Pensky / OMC Fortune Magazine Article

Fortune Magazine
4 August 1997
by Alex Taylor III


If there were an award for clueless corporate strategy, it would go to Outboard Marine Corp. The maker of Evinrude and Johnson motors and Chris-Craft boats has zigged where it should have zagged throughout the past decade, and this year it was headed for the rocks. Sales of outboards were declining, and its boat manufacturing was already losing money. In April, the company effectively put itself up for sale by hiring Salomon Brothers to find a major investor.

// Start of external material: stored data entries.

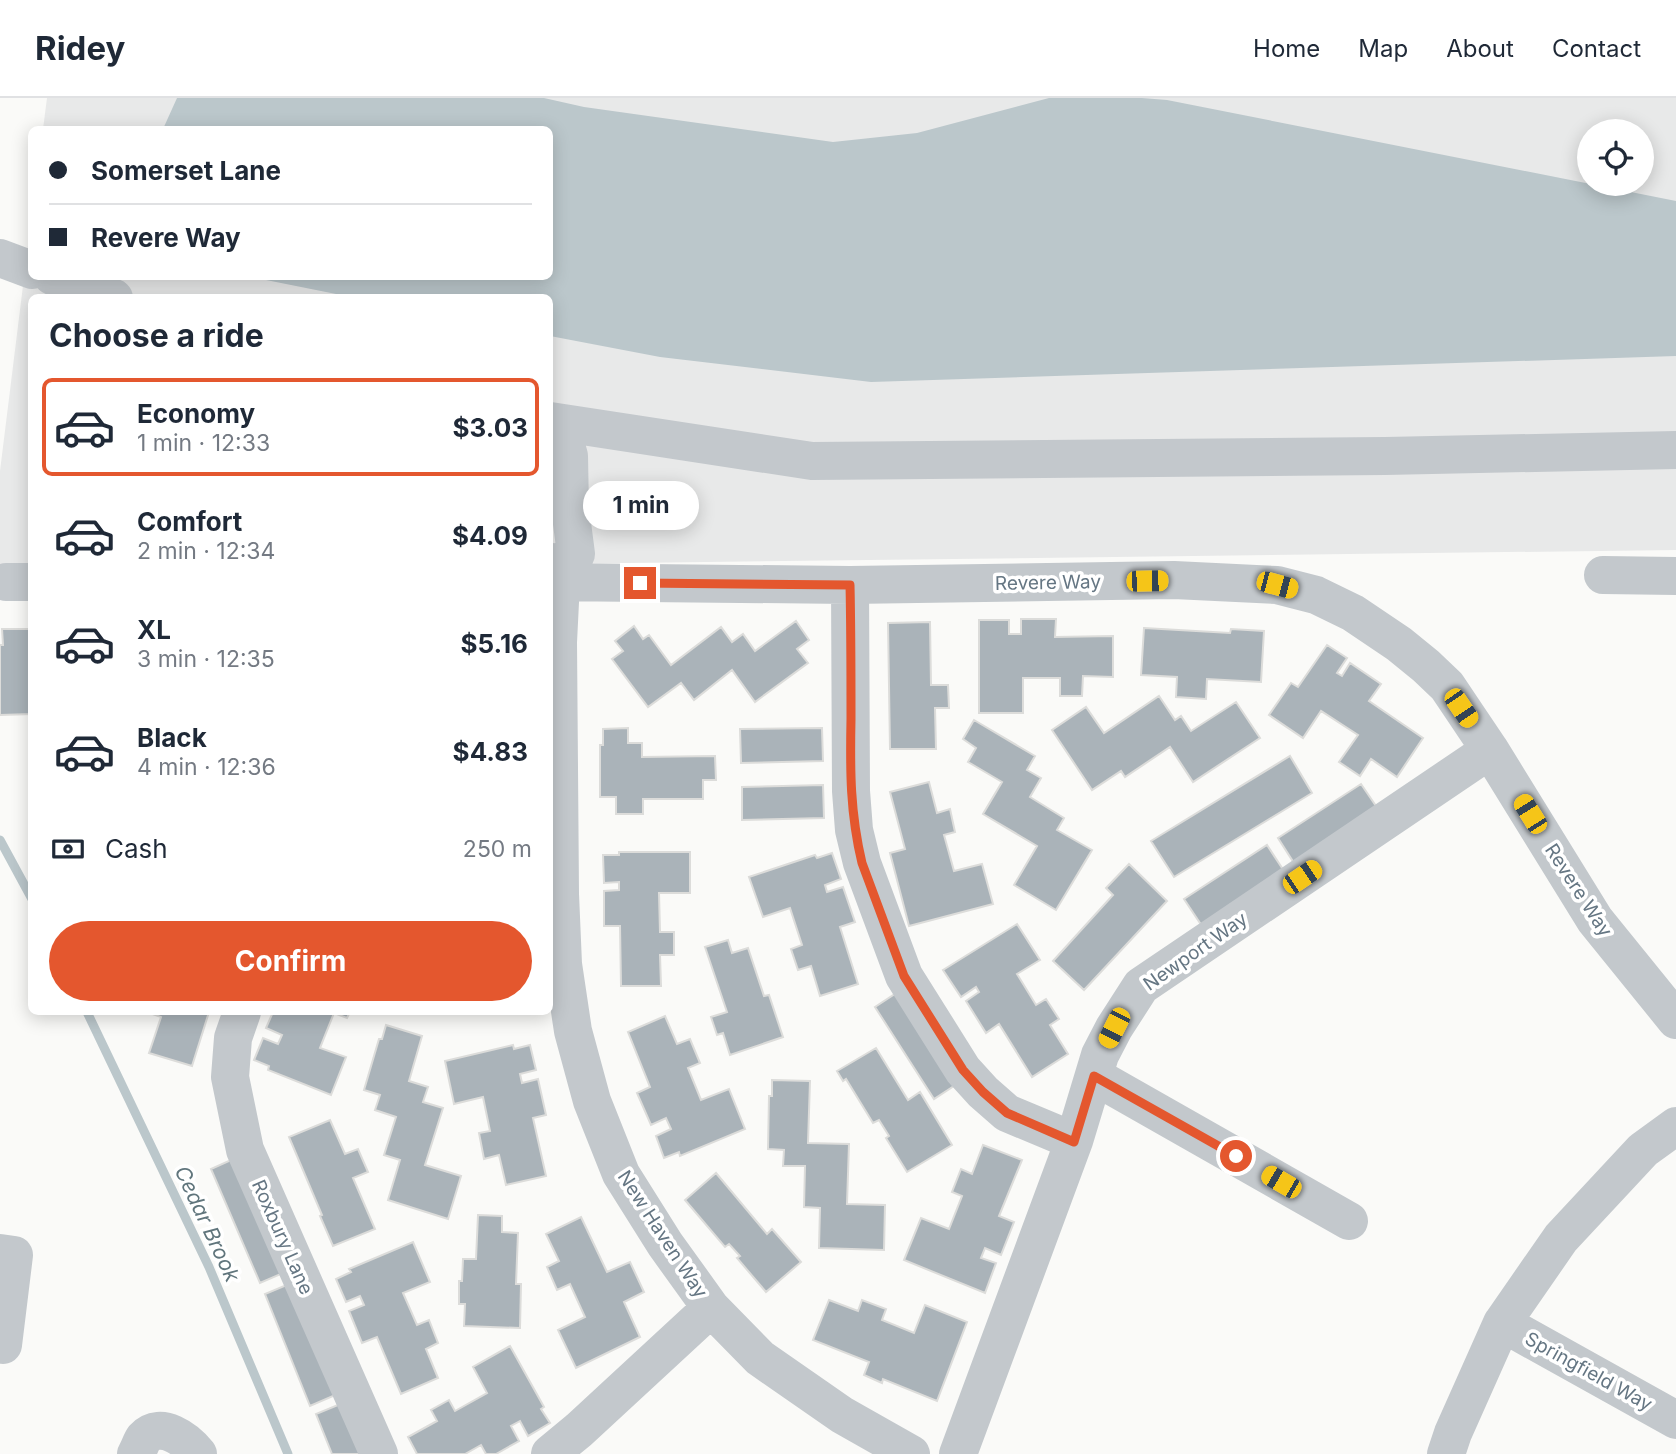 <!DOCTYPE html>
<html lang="en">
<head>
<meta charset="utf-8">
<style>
  :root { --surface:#fff; --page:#f6f6f7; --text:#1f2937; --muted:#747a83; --line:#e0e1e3; --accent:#e4572e }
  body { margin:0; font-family:Inter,sans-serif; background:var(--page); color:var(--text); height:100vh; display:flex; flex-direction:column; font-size:26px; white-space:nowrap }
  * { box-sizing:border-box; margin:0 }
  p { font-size:23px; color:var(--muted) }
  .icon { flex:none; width:38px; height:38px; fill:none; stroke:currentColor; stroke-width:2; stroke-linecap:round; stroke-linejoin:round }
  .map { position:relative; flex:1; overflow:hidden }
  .sheet { position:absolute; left:28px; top:196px; width:525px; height:721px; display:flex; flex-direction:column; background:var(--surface); border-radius:10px; box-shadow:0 4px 18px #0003 }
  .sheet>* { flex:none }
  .top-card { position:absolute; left:28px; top:28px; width:525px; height:154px; border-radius:10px; box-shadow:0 4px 18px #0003; display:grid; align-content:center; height:154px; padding:0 21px; background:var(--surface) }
  .fabs { position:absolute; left:1577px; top:21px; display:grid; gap:14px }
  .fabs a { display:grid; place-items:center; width:77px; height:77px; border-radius:50%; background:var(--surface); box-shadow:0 4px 18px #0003; font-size:35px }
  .end { position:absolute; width:32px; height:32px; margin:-16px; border:9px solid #e4572e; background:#fff; box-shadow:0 0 0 4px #fff }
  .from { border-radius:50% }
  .bubble { position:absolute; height:49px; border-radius:24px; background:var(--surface); box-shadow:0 4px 18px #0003; font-size:23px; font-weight:700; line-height:49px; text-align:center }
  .car { position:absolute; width:21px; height:42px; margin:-21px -10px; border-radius:9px; box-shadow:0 0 5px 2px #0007; background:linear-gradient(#f5c518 24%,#345 0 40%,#f5c518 0 76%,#345 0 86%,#f5c518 0) }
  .top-card b { display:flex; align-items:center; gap:24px; height:66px; font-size:26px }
  .top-card b+b { border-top:2px solid var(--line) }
  .top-card i { width:18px; height:18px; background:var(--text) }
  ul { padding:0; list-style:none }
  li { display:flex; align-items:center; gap:21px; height:98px; margin:0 14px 10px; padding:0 7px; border:4px solid transparent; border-radius:10px }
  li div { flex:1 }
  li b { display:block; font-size:26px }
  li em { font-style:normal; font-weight:700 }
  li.on { border-color:var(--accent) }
  li>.icon { width:63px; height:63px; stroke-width:1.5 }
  h2 { padding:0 21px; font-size:32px; line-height:84px }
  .pay { display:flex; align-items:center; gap:18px; height:77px; padding:0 21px; font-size:26px }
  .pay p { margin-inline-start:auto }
  .action { display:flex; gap:14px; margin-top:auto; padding:14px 21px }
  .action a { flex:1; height:80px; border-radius:42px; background:var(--accent); color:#fff; font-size:28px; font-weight:700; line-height:80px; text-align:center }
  header { display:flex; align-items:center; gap:42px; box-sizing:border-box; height:98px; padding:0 35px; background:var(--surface); border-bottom:2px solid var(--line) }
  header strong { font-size:33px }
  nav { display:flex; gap:38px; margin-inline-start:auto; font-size:24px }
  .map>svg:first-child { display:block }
  .built { fill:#e8e9e9; fill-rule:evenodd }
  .water { fill:#bbc7cb }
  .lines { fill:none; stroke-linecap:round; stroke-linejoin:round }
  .stream { stroke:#bbc7cb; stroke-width:9 }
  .building { fill:#aab3b9; stroke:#dcdcda; stroke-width:2 }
  .minor { stroke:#c3c8cc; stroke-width:38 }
  .route { stroke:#e4572e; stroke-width:9 }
  .labels { text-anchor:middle; stroke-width:7; stroke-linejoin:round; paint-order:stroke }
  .street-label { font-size:19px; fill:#657683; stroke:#fff }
  .water-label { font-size:21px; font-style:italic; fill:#60757c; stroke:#fff }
</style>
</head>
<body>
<header>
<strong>Ridey</strong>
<nav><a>Home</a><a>Map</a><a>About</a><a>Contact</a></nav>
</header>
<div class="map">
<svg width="1676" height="1356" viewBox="0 0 1676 1356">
  <rect width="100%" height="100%" fill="#fafaf8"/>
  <path class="built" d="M47,0h1629v452l-1126,14v-266h-518l-1,272 -31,1v-100l31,-250 1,55h518v-146l-507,-1zM1589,33h53v53h-53z"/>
  <path class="water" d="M177,0h367l40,9 249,35 84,-9 132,-35h93l25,2 509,101v155l-805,26 -211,-25 -110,-21v-38l-199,-1 -85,-17 -5,-3 289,-1v-146l-387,-1z"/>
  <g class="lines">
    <path class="stream" d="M0,742l32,59
      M87,914l122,255 79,187"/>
  </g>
  <path class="building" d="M1021,521h35l-1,18 58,-1v41l-30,-1 -1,20h-22v-18h-37v35h-44v-93h30v14h12z
    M796,523l13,19 -12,9 11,14 -53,39 -23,-32 -38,30 -13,-17 -33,24 -36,-48 11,-8 -8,-10 19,-15 9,13 6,-4 22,30 50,-38 11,15 11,-8 12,17z
    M930,524l1,63h17l1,23h-14l1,41h-46l-2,-126z
    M1144,530l86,5 1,-4 33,2 -3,51 -54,-3 -1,20 -30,-2 1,-20 -36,-2z
    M2,531h28v16h2v69l-32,1v-70h3z
    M1327,547l20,13 -10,15 5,3 8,-13 31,21 -12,17 54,37 -26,39 -26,-18 -11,17 -21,-14 19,-27 -37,-24 -18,27 -34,-23 22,-32 7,4z
    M1159,598l16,24 6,-4 10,15 45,-29 24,36 -67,44 -23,-35 -45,30 -4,-6 -29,19 -40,-60 34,-23 18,26z
    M974,622l61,36 -8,14 14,8 -11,19 34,21 -7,12 35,20 -36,60 -42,-25 23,-39 -54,-32 19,-32 -34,-20 8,-14 -13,-9z
    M628,630v15h14v14l73,-1 1,24h-13v19h-60v15h-27v-17h-16v-52h3v-16z
    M822,630l1,33 -82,2 -1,-34z
    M1290,658l22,37 -138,84 -23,-36z
    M929,684l8,31 13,-4 5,23 -11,3 10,36 28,-7 11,40 -84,22 -19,-73 15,-4 -15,-57z
    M1361,686l17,25 -84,54 -16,-25z
    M823,687l1,33 -82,2v-33z
    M1267,747l17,26 -82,55 -18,-27z
    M619,754h71v41h-31l1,39h14v23h-14l1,31h-40l-1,-60h-16v-35l15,-1v-8l-15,1 -1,-28h16z
    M832,755l9,26 -16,6 2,7 16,-5 12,35 -15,5 18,57 -38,12 -9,-30 -13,4 -7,-21 11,-4 -12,-37 -27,9 -14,-40 66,-22 2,3z
    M1129,766l38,37 -83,89 -31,-29 60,-66 -7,-7z
    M1017,826l23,36 -23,14 19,31 10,-6 13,20 -9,6 18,29 -36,23 -33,-53 -13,9 -20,-32 13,-9 -3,-5 -15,10 -18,-27z
    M728,842l4,13 16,-5 16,48 5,-1 14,42 -53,18 -7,-22 -6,2 -6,-18 16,-5 -22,-65z
    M901,892l59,92 -26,17 -59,-92z
    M147,914h62l-17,54 -43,-13 12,-36z
    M273,914h77l-3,6 -13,-5 -14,35 26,9 -15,38 -63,-25 1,-4 -15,-6 9,-22 15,6 4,-9 -16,-7z
    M665,918l12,28 13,-5 10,24 -12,5 13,32 28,-11 16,40 -65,27 -1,-4 -15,6 -8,-22 15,-7 -5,-11 -15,7 -14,-32 13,-6 -22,-55z
    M386,927l36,11 -13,45 19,6 -5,15 20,6 -18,57 36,11 -13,43 -60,-19 12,-40 -16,-5 12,-38 -21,-7 5,-15 -16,-5 15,-51h3z
    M513,947l1,4 16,-4 6,25 -16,4 2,9 16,-4 8,36 -13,3 13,58 -40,9 -7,-30 -15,4 -5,-26 11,-2 -7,-34 -29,7 -9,-43z
    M876,950l32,52 12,-8 32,53 -45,27 -21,-34 3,-2 -10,-16 -6,3 -27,-44 -3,2 -6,-10z
    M772,982l38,1 -2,62 41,1 -2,60 38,1 -1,45 -65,-2 1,-40 -16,-1 1,-41h-22l1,-16 -16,-1 1,-53h3z
    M330,1022l15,34 13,-5 10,23 -15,6 22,51 -42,17 -13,-30 2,-1 -33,-78z
    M983,1047l39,15 -23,56 15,6 -13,33 -16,-7 -4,10 15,5 -11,30 -81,-33 17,-42 28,11 13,-33 -10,-4 9,-23 11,5z
    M242,1057l48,115 -30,13 -49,-114z
    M716,1075l51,61 5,-5 29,33 -35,30 -29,-34 3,-2 -11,-12 -4,3 -40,-47z
    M478,1117l24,1v16l16,1 -2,51h5l-1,44 -56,-2 1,-22h-6v-23h3l1,-22h13z
    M581,1119l26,55 23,-10 14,30 -20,10 16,35 -64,31 -18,-38 27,-13 -15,-33 -13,6 -10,-23 12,-6 -13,-27z
    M413,1144l17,40 -27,11 14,32 12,-5 9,23 -12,6 12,29 -37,16 -24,-57 -15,6 -13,-32 15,-6 -4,-9 -14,6 -10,-23 15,-7 -2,-3z
    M296,1183l44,112 -30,13 -45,-112z
    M829,1202l29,11 4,-11 24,9 -4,11 32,13 11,-28 42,17 -30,79 -54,-22 -1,4 -18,-8 5,-13 -56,-22z
    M510,1248l34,61 -3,2 9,14 -22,13 -8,-15 -9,5 8,15 -23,13h-10l-5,-9 -16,9h-48l-9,-17 29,-16 -6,-11 18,-10 6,11 32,-18 -14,-26z
    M345,1304l22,52h-35l-16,-40z"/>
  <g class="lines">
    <path class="minor" d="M0,160l32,12
      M52,178l62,22
      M550,323l262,40 573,-5 291,-6
      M550,361l10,-36 9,33 1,52 6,46 -15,28 -9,-20
      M1603,477l73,1
      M6,484h26
      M550,484l300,3 324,-5 103,5 39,10 37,18 46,31 27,22 21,20 43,64 105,170 81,100
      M561,484l-3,60 2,252 3,70 10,67 19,70 29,73 44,70 46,64 49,50 82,57 69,39
      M850,487l1,206 3,39 8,33 42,113 59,94 20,22 24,21 67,28
      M242,914l-9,26 -3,39 15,73 134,304
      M1094,978l255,145
      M0,1155l14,2 -11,90 -3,-1
      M1502,1225l174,97
      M136,1356c3,-5 5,-12 8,-16 17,-18 43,2 54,16
      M550,1356l29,-24 132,-122
      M958,1356l116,-313 26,-86 14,-27 27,-42 349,-236
      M1446,1356l7,-21 49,-110 59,-85 82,-88 33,-24"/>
  </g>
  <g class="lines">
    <path class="route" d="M640,485l210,2c1,44 1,89 1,134 -1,51 -1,94 11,144l42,113 59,94 20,22 24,21 67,29 20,-66 142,80"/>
  </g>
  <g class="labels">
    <g class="street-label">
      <text transform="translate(1048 484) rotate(-1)" y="7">Revere Way</text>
      <text transform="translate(1579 792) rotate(57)" y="7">Revere Way</text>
      <text transform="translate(1195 853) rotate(-35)" y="7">Newport Way</text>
      <text transform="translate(663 1136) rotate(57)" y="7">New Haven Way</text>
      <text transform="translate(283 1139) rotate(66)" y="7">Roxbury Lane</text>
      <text transform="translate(1589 1273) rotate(29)" y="7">Springfield Way</text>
    </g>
    <g class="water-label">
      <text transform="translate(207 1126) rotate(65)" y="7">Cedar Brook</text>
    </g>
  </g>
</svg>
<div class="fabs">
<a><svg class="icon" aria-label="locate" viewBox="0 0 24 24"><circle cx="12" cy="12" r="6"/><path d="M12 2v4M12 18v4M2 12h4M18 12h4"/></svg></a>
</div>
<i class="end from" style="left:1236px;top:1058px"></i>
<i class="end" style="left:640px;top:485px"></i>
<div class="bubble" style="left:583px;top:383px;width:116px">1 min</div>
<i class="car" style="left:1147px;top:483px;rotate:89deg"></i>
<i class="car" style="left:1277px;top:487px;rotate:105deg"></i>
<i class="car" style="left:1461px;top:610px;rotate:146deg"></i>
<i class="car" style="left:1530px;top:716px;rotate:328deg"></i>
<i class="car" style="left:1302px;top:779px;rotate:56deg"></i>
<i class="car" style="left:1114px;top:930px;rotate:207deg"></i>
<i class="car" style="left:1281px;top:1084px;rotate:300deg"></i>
<div class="top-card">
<b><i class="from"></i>Somerset Lane</b>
<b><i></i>Revere Way</b>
</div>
<section class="sheet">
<h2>Choose a ride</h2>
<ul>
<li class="on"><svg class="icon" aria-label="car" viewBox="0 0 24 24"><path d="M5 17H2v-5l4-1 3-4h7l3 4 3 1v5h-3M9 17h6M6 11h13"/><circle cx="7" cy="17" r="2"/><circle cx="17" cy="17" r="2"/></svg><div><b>Economy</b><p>1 min · 12:33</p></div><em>$3.03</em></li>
<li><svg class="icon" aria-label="car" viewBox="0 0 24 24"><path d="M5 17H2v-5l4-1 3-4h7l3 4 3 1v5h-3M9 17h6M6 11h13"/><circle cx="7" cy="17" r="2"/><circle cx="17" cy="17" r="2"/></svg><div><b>Comfort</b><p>2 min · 12:34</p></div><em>$4.09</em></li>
<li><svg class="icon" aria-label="car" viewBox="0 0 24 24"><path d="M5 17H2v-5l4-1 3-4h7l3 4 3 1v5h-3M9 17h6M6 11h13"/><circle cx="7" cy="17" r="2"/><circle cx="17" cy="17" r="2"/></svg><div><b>XL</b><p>3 min · 12:35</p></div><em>$5.16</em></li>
<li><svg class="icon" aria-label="car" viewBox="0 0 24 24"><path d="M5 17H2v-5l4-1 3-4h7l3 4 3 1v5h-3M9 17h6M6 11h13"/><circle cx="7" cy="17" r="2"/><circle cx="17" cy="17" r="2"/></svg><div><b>Black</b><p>4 min · 12:36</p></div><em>$4.83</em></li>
</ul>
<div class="pay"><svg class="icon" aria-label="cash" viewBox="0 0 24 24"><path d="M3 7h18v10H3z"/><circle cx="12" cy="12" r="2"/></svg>Cash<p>250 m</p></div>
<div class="action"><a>Confirm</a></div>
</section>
</div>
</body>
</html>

Altogether, some two dozen companies are said to have taken a look at Outboard Marine. Industry savants figured it was due to be acquired by another big player in recreational boating, like Volvo or Yamaha. But the surprising buyer who emerged in mid-July was racecar driver turned industrialist Roger Penske. Penske (PEN-skee) said he plans to fold the company into his truck- and boat-engine builder, Detroit Diesel, so it can add revenues and expand its marine presence. The bidding for Outboard Marine was clearly less than feverish--Penske is paying $16 per share, more than $3 per share below the price OMC was trading at when the deal was announced. Such is Penske's reputation on Wall Street that the deal boosted Detroit Diesel's stock nearly 9% that day.

A legendary workaholic, Penske has built an unusual collection of companies that range from truck leasing to auto-service centers and car dealerships. Total revenues are about $6 billion. Among contemporary CEOs, the silver-haired Penske exudes a unique star quality. Besides owning several superspeedway racetracks, he manages his own racing teams and is often seen in the pits issuing orders. He adds to his glamour by ducking publicity, but that hasn't kept him from hobnobbing at the highest business levels. He was recruited to succeed Lee Iacocca at Chrysler, sits on the boards of General Electric and Philip Morris, and belongs to CEO-rich Augusta National Golf Club.

So what, exactly, does Penske see in tiny, troubled Outboard Marine? Recreational boating went into a swoon in the late 1980s and never recovered. Potential boaters found the sport too expensive and time-consuming, and turned their attention to golf or other leisure pursuits. The industry's one hot growth sector has been "personal watercraft"--jet skis, to you--but it has been dominated by motorcycle and snowmobile manufacturers. Despite its strong brands, Outboard Marine is hobbled by weak marketing, poor inventory management, and a disorganized boat-building operation. Sales have been stuck around $1 billion for a decade.

To be sure, Penske is a master at turning around troubled companies, having driven Detroit Diesel from a money-losing industry laggard into a profitable market leader. It's the consumer and marketing side of Outboard Marine that doesn't seem to fit Penske's resume. The motor maker is just beginning to understand consumer behavior. Selling isn't Penske's strength either. He flopped when he took over a Cadillac dealership in New York, and sold out several years later. Penske has been more successful running other auto outlets, but boats-and-motors is different. Unlike cars, nobody really has to buy a boat.

Then again, maybe Penske, age 60, is thinking about retirement. "I like to be out on the water, diving, water skiing," he told the Los Angeles Times not long ago. "Someday I'd like to live on a boat." Instead of buying a boat, he simply bought a boat company.